Virtue may be its own reward, but it's devilishly hard to play. Case in point: Helena, the unremittingly decent heroine of Shakespeare's "All's Well That Ends Well," who cures an ailing king and is beloved by all except her husband, Bertram; he rudely jets off into battle to avoid the nuptial bed. Helena is a long-suffering maiden who labors nobly to prove the worth we can see from the start.
In other words, she can be a terrible bore, unless an actress is able to inject a glint of calculation or conflict into the part. In Darko Tresnjak's handsome but hollow new production for Theater for a New Audience, Kate Forbes traipses into all the traps of idealized goodness: her Helena is unfailingly solicitous, obsequious, blandly cheery, faintly self-pitying. It's enough to make you want to take her aside and say, "Bertram is just not that into you."
As her ungrateful betrothed, Lucas Hall is similarly one-note. True, Bertram is an unredeemed rake until nearly the final curtain. But in Hall's rendition, Bertram is an eye-rolling punk, which makes us wonder not only at Helena's infatuation but at the quality of his upbringing by the doting Countess of Rossillion (Laurie Kennedy). The mismatch of these two lovers is Shakespeare's subversive point, of course, but the disconnect would register more bittersweetly if it seemed that each of them could actually appeal to somebody.
Tresnjak has matched much of the show's pacing to the funeral marches that begin and end the play. The production has a stately look, with Linda Cho's Edwardian costumes and David P. Gordon's Italianate marble set. But its rhythms are plodding and deliberate. Even the clowns don't provide enough of a kick. As the bumpkin fool Lavatch, the bear-like John Christopher Jones delivers his lines with a sleepy sneer that suggests W.C. Fields. As the dandy rogue Parolles, the reedy, red-haired Adam Stein cuts a subtle, insinuating figure, but his underplaying, like much of the production, is altogether too restrained.
Michael Feingold is credited as dramaturg, which means he's made some judicious cuts and added diverting gibberish language to a mock-interrogation scene.
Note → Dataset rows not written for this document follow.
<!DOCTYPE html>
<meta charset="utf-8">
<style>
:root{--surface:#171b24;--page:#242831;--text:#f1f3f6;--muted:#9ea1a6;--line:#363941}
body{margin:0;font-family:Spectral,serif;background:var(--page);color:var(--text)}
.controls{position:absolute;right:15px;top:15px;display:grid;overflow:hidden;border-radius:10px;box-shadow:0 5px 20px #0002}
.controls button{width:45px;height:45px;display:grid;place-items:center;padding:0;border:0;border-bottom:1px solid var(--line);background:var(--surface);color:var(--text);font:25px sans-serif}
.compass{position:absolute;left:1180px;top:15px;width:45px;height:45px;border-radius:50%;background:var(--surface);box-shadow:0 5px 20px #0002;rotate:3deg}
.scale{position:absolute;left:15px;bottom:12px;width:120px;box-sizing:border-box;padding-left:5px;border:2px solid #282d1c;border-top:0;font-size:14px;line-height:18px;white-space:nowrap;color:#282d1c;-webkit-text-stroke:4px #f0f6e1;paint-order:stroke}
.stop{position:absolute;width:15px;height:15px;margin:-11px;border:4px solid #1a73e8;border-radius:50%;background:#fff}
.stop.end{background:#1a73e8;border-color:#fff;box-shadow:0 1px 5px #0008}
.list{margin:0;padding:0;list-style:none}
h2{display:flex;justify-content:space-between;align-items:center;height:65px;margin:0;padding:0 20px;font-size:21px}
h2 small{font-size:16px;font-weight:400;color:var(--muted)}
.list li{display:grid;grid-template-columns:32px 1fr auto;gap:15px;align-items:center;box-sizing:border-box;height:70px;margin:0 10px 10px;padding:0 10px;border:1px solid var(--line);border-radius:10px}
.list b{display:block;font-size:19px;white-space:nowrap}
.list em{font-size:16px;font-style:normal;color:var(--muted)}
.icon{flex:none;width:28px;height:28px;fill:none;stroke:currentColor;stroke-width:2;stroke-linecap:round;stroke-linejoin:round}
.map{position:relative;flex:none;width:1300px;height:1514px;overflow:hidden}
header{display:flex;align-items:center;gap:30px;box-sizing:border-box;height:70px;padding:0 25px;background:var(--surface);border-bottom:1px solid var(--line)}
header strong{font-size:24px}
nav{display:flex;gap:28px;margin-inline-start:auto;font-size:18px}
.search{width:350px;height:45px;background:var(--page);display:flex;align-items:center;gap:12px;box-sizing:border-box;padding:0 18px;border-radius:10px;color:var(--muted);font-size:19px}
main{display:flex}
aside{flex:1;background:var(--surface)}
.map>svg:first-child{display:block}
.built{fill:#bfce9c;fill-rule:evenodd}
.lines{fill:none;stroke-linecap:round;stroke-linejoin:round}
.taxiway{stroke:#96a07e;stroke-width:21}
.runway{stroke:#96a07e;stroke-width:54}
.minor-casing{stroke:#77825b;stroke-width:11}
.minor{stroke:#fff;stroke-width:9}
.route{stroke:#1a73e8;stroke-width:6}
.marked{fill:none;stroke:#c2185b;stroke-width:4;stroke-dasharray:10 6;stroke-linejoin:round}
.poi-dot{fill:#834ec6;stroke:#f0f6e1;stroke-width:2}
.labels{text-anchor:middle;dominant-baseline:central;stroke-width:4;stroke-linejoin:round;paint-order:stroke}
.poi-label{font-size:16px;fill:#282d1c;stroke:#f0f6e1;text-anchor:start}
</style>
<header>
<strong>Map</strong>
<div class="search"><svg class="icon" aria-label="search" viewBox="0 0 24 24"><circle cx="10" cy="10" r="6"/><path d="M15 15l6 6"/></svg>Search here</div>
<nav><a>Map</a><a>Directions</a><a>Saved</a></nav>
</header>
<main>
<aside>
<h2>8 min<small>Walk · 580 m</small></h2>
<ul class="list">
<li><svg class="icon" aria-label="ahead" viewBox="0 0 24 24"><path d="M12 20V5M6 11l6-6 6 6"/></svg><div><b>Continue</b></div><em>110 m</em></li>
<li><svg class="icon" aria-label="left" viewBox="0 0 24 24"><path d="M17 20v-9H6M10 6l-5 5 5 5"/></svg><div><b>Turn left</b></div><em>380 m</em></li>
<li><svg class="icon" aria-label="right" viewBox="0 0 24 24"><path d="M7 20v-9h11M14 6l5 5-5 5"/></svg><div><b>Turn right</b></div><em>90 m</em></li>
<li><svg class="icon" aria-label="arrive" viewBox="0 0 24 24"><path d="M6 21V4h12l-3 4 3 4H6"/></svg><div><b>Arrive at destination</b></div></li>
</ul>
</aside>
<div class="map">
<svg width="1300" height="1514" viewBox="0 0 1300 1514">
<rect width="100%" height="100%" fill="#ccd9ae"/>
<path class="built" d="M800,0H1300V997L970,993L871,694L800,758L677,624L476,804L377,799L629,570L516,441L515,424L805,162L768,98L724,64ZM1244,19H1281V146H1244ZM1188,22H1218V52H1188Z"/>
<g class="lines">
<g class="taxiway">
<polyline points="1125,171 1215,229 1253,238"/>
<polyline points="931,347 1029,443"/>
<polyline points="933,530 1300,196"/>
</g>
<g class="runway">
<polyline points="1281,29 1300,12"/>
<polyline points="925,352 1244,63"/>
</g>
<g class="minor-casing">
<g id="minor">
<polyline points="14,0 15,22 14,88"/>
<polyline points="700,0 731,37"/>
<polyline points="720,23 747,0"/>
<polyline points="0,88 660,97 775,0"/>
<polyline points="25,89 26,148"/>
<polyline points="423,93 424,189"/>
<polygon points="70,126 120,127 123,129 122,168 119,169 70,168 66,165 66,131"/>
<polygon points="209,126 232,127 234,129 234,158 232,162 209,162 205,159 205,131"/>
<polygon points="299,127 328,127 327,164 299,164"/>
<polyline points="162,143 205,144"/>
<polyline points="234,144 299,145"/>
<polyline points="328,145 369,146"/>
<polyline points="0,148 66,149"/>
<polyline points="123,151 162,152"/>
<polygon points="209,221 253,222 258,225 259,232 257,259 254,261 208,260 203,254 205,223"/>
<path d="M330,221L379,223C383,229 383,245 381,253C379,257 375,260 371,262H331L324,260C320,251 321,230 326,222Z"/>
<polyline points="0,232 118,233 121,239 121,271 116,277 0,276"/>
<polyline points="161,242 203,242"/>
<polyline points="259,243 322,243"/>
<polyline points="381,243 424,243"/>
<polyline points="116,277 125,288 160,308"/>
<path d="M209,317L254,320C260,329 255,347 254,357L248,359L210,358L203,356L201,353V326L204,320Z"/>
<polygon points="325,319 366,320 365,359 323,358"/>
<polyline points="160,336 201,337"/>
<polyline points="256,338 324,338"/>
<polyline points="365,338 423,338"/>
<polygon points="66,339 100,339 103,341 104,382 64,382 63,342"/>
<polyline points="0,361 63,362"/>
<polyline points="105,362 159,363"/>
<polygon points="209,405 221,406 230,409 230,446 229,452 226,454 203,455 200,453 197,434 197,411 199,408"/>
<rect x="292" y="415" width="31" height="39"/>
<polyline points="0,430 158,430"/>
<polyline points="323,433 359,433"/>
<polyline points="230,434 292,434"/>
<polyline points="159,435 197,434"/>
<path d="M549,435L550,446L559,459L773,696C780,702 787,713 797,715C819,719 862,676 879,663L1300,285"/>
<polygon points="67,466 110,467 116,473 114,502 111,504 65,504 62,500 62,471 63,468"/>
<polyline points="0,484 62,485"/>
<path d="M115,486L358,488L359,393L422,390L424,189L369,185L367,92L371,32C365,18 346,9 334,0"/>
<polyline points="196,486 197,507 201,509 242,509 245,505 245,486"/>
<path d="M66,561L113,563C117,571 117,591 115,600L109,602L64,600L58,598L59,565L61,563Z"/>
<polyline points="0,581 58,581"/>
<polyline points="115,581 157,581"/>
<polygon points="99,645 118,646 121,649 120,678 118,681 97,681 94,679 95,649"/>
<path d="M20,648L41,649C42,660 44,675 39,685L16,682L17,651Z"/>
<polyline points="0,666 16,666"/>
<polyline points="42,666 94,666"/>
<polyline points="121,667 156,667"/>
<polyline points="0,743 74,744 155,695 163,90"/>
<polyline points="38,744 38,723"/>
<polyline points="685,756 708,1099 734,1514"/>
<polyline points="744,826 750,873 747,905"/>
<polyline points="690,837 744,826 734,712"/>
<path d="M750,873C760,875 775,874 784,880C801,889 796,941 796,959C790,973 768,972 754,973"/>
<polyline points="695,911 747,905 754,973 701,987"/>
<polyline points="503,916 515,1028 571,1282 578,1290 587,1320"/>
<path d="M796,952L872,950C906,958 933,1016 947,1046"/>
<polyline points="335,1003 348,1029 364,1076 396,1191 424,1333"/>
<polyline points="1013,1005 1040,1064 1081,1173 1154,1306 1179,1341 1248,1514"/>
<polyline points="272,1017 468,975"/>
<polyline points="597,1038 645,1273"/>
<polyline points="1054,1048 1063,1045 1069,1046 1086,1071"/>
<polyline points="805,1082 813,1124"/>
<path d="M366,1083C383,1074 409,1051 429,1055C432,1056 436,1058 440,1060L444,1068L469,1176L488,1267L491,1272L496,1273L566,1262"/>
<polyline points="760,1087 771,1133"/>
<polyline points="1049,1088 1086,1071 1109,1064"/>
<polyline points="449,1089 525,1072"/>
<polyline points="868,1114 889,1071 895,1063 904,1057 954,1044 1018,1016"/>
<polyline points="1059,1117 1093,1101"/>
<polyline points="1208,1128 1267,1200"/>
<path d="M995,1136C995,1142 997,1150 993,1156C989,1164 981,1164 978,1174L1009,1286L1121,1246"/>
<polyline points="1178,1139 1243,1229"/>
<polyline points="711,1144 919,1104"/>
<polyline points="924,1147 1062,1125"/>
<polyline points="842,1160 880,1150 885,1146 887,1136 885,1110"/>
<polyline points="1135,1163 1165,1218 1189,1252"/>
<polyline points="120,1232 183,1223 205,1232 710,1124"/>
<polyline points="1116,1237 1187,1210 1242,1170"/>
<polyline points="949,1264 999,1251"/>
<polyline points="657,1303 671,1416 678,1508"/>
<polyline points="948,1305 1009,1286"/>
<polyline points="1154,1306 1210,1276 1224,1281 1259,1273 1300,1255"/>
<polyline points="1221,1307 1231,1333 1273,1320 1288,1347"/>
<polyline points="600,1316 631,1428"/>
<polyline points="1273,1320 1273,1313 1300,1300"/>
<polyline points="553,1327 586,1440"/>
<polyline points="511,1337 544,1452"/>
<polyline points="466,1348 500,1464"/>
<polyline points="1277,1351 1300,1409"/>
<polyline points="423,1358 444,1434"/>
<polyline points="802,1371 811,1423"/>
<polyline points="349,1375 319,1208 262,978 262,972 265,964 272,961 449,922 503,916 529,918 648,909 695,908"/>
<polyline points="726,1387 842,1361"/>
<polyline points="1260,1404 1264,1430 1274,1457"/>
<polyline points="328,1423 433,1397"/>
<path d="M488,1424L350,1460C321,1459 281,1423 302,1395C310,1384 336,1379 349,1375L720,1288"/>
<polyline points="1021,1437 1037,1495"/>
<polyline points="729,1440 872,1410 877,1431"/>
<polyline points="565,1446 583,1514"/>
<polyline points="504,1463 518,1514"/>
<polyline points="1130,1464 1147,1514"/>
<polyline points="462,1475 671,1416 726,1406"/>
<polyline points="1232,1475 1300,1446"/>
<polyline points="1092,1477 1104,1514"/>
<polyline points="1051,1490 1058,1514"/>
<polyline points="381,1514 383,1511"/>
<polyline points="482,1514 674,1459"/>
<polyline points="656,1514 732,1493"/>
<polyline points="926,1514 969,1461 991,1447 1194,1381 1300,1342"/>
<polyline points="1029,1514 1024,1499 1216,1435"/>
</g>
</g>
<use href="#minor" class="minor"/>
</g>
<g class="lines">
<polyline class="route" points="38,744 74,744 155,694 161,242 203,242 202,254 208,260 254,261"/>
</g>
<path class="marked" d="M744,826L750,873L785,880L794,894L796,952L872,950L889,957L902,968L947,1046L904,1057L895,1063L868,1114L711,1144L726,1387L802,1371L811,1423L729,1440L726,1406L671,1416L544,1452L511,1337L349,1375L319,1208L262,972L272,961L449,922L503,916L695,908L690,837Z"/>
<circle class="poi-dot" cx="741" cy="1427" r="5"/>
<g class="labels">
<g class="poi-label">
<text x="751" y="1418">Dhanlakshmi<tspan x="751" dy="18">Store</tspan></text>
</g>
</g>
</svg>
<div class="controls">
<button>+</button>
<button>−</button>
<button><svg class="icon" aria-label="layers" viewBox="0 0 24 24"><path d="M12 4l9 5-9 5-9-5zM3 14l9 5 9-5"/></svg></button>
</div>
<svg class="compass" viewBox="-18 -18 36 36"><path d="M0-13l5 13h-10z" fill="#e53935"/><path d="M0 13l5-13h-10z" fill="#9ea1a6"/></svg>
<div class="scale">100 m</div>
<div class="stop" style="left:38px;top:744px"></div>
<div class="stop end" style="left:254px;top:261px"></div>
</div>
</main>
This soldier's prank, which has shades of Falstaff's humiliation in "Henry IV, Part 1," becomes by default the show's climax, as it's staged with more vigor than anything else. The interpolation of scene-setting songs in French and Italian is a distinctive and lovely touch.
The lugubrious tone is set by the ailing French king (George Morfogen), who, despite reviving from a debilitating illness, delivers his lines with deathbed gravity. There's something to be said for the fidelity of Tresnjak's sober take on this bleakest of Shakespeare's romances. But, as one young audience member was heard to ask his mom at intermission, "Didn't you say this was a comedy?"